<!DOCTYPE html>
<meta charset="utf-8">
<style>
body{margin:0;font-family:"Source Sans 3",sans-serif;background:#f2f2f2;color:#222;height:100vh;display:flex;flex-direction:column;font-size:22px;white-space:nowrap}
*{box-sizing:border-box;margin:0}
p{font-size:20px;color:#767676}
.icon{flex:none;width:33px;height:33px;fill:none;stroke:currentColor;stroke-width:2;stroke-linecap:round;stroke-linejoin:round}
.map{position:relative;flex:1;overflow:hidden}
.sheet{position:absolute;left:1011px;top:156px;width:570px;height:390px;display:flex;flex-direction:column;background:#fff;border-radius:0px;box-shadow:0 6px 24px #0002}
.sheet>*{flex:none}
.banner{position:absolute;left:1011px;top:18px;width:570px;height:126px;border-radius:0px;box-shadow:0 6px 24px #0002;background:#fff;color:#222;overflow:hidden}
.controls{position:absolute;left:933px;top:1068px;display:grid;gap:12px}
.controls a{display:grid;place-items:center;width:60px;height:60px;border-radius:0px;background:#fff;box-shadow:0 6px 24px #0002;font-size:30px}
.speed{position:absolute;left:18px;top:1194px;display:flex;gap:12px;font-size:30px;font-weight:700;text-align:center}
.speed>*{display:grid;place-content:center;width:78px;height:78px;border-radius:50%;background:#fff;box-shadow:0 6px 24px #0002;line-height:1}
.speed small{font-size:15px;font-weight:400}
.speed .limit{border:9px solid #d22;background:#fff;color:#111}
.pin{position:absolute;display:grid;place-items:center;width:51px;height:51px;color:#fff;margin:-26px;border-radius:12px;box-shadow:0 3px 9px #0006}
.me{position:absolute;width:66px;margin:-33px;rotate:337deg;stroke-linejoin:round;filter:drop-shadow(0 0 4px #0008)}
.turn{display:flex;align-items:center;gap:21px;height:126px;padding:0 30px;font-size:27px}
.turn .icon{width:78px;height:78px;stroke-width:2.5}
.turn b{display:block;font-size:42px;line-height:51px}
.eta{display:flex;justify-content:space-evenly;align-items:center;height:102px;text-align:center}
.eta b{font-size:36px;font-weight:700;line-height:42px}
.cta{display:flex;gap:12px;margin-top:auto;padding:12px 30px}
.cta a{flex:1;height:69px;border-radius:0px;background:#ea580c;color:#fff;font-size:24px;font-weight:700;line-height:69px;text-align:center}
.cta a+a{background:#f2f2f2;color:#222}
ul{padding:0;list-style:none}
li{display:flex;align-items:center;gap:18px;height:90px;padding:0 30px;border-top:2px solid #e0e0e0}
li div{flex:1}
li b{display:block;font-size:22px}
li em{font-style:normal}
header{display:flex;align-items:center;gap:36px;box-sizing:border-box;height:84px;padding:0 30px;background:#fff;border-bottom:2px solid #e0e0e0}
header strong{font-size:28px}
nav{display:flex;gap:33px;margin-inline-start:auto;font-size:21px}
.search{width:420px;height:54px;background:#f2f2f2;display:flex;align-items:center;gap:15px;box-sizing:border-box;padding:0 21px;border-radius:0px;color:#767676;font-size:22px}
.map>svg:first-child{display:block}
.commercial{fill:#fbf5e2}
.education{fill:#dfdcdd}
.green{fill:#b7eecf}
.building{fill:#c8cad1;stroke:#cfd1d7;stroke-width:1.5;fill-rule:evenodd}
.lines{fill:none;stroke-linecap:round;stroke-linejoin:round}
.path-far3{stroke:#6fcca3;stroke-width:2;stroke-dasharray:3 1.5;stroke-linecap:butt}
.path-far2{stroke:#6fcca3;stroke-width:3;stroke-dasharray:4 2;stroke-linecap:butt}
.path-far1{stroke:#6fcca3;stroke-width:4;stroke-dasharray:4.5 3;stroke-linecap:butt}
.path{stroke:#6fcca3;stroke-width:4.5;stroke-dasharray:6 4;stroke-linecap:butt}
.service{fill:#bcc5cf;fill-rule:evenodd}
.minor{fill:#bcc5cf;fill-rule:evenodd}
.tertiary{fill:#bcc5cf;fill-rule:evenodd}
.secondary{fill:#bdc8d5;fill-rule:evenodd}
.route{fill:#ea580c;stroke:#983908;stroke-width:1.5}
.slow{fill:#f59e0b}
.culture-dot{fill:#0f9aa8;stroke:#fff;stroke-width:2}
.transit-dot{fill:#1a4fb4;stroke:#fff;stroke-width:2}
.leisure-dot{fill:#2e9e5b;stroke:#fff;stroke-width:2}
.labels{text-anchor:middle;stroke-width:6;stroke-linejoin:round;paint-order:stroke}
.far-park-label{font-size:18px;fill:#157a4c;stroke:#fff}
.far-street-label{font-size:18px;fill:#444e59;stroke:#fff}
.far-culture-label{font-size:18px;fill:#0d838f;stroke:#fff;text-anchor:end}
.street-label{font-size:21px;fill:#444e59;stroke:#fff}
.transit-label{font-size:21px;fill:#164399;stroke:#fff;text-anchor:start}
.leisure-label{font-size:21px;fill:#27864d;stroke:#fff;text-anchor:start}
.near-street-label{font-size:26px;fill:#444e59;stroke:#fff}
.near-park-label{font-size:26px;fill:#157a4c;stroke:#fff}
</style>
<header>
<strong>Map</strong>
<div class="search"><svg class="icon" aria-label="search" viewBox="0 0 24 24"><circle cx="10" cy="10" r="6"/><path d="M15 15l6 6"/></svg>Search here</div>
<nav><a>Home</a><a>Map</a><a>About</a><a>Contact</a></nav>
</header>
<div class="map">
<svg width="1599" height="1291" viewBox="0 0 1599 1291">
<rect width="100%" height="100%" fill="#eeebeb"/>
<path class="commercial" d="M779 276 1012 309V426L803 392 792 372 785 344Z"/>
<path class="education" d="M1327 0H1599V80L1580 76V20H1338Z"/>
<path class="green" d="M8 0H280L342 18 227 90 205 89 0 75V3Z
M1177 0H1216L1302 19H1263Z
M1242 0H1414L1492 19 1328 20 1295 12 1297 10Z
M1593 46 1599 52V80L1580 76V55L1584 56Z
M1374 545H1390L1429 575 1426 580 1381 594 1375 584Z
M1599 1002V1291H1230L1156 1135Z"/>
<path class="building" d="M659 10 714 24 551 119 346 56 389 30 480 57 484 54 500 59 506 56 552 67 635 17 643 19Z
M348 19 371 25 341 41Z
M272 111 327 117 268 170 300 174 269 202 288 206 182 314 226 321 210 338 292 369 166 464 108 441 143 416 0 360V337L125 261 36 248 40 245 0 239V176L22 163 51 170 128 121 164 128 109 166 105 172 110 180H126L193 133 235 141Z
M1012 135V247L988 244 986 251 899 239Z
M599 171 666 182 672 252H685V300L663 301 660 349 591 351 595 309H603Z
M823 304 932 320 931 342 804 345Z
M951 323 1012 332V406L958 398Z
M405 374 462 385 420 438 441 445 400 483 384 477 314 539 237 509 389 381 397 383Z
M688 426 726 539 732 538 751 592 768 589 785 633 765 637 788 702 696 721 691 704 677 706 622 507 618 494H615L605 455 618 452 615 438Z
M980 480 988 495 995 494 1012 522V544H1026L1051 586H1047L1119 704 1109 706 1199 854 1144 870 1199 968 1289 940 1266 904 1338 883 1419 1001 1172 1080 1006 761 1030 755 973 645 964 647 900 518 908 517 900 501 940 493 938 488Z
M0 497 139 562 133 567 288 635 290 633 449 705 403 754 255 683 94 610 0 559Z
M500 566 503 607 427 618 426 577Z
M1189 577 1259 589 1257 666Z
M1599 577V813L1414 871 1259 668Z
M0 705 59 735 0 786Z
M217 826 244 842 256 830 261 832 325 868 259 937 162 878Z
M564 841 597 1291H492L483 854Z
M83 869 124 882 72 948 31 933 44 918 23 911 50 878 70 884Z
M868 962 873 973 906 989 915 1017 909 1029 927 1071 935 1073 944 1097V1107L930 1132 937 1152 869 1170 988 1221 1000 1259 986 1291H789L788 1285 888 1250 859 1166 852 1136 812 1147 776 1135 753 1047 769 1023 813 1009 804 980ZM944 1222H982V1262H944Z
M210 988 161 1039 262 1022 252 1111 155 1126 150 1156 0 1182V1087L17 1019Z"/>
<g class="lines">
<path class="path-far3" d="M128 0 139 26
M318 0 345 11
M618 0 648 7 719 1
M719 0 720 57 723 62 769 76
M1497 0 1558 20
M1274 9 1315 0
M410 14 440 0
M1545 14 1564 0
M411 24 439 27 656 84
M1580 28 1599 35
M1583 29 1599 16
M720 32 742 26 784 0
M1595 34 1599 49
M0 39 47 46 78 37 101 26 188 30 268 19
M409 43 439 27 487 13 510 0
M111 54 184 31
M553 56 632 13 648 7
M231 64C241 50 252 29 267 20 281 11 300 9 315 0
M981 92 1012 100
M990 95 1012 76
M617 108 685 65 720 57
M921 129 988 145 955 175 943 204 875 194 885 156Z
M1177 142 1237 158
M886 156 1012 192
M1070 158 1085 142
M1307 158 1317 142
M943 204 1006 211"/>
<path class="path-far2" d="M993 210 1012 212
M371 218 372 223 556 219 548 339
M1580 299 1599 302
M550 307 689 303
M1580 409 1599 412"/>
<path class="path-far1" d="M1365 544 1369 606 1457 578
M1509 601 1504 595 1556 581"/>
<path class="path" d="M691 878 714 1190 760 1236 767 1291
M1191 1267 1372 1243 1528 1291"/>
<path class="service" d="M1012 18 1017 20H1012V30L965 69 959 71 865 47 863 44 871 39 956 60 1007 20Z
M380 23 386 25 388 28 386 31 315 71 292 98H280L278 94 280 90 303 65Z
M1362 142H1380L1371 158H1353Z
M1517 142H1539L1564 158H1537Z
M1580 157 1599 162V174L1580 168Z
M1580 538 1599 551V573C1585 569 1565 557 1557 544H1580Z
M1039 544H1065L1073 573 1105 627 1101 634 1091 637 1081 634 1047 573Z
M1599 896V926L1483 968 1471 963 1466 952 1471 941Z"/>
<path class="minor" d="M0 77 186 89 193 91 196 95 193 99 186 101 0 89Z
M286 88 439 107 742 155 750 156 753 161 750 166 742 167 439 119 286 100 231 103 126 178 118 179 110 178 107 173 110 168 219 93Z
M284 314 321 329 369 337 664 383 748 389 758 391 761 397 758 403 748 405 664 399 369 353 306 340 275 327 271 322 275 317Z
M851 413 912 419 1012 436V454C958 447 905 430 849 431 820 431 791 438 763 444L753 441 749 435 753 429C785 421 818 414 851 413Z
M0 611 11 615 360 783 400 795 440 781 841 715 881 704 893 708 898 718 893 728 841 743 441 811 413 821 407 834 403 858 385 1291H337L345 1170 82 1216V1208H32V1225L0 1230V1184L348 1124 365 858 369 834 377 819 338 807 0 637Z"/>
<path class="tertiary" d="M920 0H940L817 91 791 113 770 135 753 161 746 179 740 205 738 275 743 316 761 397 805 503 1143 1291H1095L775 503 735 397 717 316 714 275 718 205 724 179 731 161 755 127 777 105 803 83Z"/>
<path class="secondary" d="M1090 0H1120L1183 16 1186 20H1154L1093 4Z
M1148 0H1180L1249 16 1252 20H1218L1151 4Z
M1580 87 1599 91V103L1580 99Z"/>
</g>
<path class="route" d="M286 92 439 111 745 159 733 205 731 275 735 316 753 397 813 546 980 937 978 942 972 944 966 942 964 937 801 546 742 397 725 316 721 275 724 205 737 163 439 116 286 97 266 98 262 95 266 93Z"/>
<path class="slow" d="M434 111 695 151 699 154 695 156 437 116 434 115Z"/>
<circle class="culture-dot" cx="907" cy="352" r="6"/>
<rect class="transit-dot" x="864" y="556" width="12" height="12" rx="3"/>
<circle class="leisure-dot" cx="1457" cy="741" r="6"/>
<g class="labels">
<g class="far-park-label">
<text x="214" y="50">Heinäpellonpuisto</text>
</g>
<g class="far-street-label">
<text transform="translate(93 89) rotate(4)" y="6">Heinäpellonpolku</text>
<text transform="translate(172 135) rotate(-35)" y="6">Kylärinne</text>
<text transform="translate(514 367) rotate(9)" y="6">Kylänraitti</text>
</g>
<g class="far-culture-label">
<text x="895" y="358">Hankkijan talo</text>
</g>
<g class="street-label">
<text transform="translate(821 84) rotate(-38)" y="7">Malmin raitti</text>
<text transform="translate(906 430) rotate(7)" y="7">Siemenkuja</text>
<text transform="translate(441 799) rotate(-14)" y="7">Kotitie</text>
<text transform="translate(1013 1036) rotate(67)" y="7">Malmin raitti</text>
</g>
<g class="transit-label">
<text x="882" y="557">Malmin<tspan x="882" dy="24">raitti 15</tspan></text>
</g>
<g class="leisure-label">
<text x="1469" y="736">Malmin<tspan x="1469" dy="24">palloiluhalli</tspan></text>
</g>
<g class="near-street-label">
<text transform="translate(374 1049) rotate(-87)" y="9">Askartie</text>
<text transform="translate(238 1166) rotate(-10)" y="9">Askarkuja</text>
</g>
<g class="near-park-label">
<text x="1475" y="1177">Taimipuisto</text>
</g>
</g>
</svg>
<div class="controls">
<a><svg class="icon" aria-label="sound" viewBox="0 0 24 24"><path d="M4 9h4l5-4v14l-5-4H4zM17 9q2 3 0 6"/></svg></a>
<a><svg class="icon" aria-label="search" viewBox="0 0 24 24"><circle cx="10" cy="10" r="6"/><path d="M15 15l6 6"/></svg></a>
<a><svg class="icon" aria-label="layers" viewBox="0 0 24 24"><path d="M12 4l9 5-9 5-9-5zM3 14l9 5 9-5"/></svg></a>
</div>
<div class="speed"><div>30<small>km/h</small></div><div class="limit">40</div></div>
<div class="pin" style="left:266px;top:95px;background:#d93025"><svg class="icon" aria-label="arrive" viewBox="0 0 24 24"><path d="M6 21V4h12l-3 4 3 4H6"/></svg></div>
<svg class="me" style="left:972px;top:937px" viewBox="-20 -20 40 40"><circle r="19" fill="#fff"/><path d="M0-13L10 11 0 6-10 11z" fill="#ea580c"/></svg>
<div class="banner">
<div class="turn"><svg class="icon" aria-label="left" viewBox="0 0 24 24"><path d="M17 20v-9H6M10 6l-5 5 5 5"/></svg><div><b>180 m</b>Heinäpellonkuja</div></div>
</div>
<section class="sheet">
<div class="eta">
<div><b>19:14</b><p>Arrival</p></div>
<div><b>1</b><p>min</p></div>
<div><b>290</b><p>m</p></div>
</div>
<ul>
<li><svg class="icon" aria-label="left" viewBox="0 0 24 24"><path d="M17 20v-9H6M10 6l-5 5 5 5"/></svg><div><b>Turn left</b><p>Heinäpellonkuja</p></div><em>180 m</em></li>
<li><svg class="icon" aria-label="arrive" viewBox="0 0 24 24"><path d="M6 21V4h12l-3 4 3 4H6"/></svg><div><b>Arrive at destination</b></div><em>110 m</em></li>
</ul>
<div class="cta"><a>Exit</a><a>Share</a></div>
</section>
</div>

> Your objective:
Go through the entries above and report each line with the string "overflow" in it.

> Solution for this task:
.map{position:relative;flex:1;overflow:hidden}
.banner{position:absolute;left:1011px;top:18px;width:570px;height:126px;border-radius:0px;box-shadow:0 6px 24px #0002;background:#fff;color:#222;overflow:hidden}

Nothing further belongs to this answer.